__Requirement__. The reply should be an exact transcription of every record.

__Data shown__.
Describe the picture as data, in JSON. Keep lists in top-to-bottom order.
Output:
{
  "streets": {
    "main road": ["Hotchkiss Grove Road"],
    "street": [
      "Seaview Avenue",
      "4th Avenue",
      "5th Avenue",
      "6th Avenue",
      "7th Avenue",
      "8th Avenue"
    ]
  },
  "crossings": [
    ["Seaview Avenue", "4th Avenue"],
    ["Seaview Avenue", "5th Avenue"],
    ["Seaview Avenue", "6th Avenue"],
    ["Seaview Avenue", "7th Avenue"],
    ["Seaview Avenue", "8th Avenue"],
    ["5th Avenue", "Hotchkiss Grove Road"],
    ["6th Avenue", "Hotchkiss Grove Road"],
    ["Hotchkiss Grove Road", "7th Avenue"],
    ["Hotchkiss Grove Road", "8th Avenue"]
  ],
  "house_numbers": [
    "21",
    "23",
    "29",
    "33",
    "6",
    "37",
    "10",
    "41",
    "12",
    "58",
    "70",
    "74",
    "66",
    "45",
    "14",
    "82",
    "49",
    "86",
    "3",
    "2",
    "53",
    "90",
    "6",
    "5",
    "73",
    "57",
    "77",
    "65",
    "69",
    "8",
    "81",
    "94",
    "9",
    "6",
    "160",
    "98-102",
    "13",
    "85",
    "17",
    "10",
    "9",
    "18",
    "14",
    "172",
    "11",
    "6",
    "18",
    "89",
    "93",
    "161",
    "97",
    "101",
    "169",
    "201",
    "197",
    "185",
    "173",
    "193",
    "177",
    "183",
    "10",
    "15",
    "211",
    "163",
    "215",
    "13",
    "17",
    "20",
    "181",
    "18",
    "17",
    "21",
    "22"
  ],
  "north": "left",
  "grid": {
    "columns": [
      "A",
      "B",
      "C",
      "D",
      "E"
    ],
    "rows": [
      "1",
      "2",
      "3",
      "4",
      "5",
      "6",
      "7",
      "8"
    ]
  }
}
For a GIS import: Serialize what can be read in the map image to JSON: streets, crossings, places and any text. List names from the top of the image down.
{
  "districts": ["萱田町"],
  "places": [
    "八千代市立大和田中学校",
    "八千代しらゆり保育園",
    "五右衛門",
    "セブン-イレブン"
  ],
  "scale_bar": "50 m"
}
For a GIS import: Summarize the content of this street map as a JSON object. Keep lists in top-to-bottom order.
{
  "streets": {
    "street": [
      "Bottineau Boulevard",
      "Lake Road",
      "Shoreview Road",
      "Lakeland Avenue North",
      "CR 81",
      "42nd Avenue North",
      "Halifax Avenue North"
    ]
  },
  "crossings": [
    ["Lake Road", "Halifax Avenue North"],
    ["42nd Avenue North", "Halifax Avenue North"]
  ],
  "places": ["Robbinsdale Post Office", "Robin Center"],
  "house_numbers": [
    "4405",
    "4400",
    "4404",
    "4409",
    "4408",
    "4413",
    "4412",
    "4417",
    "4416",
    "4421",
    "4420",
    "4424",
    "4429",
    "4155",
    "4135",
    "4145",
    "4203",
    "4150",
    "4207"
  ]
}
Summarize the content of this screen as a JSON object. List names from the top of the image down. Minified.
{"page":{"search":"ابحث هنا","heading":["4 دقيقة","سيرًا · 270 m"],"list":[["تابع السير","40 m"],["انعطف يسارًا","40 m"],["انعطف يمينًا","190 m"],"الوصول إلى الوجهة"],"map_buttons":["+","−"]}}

__Written response__.
Describe the picture as data, in JSON. Keep lists in top-to-bottom order.
Output:
{
  "streets": {
    "main road": ["Hotchkiss Grove Road"],
    "street": [
      "Seaview Avenue",
      "4th Avenue",
      "5th Avenue",
      "6th Avenue",
      "7th Avenue",
      "8th Avenue"
    ]
  },
  "crossings": [
    ["Seaview Avenue", "4th Avenue"],
    ["Seaview Avenue", "5th Avenue"],
    ["Seaview Avenue", "6th Avenue"],
    ["Seaview Avenue", "7th Avenue"],
    ["Seaview Avenue", "8th Avenue"],
    ["5th Avenue", "Hotchkiss Grove Road"],
    ["6th Avenue", "Hotchkiss Grove Road"],
    ["Hotchkiss Grove Road", "7th Avenue"],
    ["Hotchkiss Grove Road", "8th Avenue"]
  ],
  "house_numbers": [
    "21",
    "23",
    "29",
    "33",
    "6",
    "37",
    "10",
    "41",
    "12",
    "58",
    "70",
    "74",
    "66",
    "45",
    "14",
    "82",
    "49",
    "86",
    "3",
    "2",
    "53",
    "90",
    "6",
    "5",
    "73",
    "57",
    "77",
    "65",
    "69",
    "8",
    "81",
    "94",
    "9",
    "6",
    "160",
    "98-102",
    "13",
    "85",
    "17",
    "10",
    "9",
    "18",
    "14",
    "172",
    "11",
    "6",
    "18",
    "89",
    "93",
    "161",
    "97",
    "101",
    "169",
    "201",
    "197",
    "185",
    "173",
    "193",
    "177",
    "183",
    "10",
    "15",
    "211",
    "163",
    "215",
    "13",
    "17",
    "20",
    "181",
    "18",
    "17",
    "21",
    "22"
  ],
  "north": "left",
  "grid": {
    "columns": [
      "A",
      "B",
      "C",
      "D",
      "E"
    ],
    "rows": [
      "1",
      "2",
      "3",
      "4",
      "5",
      "6",
      "7",
      "8"
    ]
  }
}
For a GIS import: Serialize what can be read in the map image to JSON: streets, crossings, places and any text. List names from the top of the image down.
{
  "districts": ["萱田町"],
  "places": [
    "八千代市立大和田中学校",
    "八千代しらゆり保育園",
    "五右衛門",
    "セブン-イレブン"
  ],
  "scale_bar": "50 m"
}
For a GIS import: Summarize the content of this street map as a JSON object. Keep lists in top-to-bottom order.
{
  "streets": {
    "street": [
      "Bottineau Boulevard",
      "Lake Road",
      "Shoreview Road",
      "Lakeland Avenue North",
      "CR 81",
      "42nd Avenue North",
      "Halifax Avenue North"
    ]
  },
  "crossings": [
    ["Lake Road", "Halifax Avenue North"],
    ["42nd Avenue North", "Halifax Avenue North"]
  ],
  "places": ["Robbinsdale Post Office", "Robin Center"],
  "house_numbers": [
    "4405",
    "4400",
    "4404",
    "4409",
    "4408",
    "4413",
    "4412",
    "4417",
    "4416",
    "4421",
    "4420",
    "4424",
    "4429",
    "4155",
    "4135",
    "4145",
    "4203",
    "4150",
    "4207"
  ]
}
Summarize the content of this screen as a JSON object. List names from the top of the image down. Minified.
{"page":{"search":"ابحث هنا","heading":["4 دقيقة","سيرًا · 270 m"],"list":[["تابع السير","40 m"],["انعطف يسارًا","40 m"],["انعطف يمينًا","190 m"],"الوصول إلى الوجهة"],"map_buttons":["+","−"]}}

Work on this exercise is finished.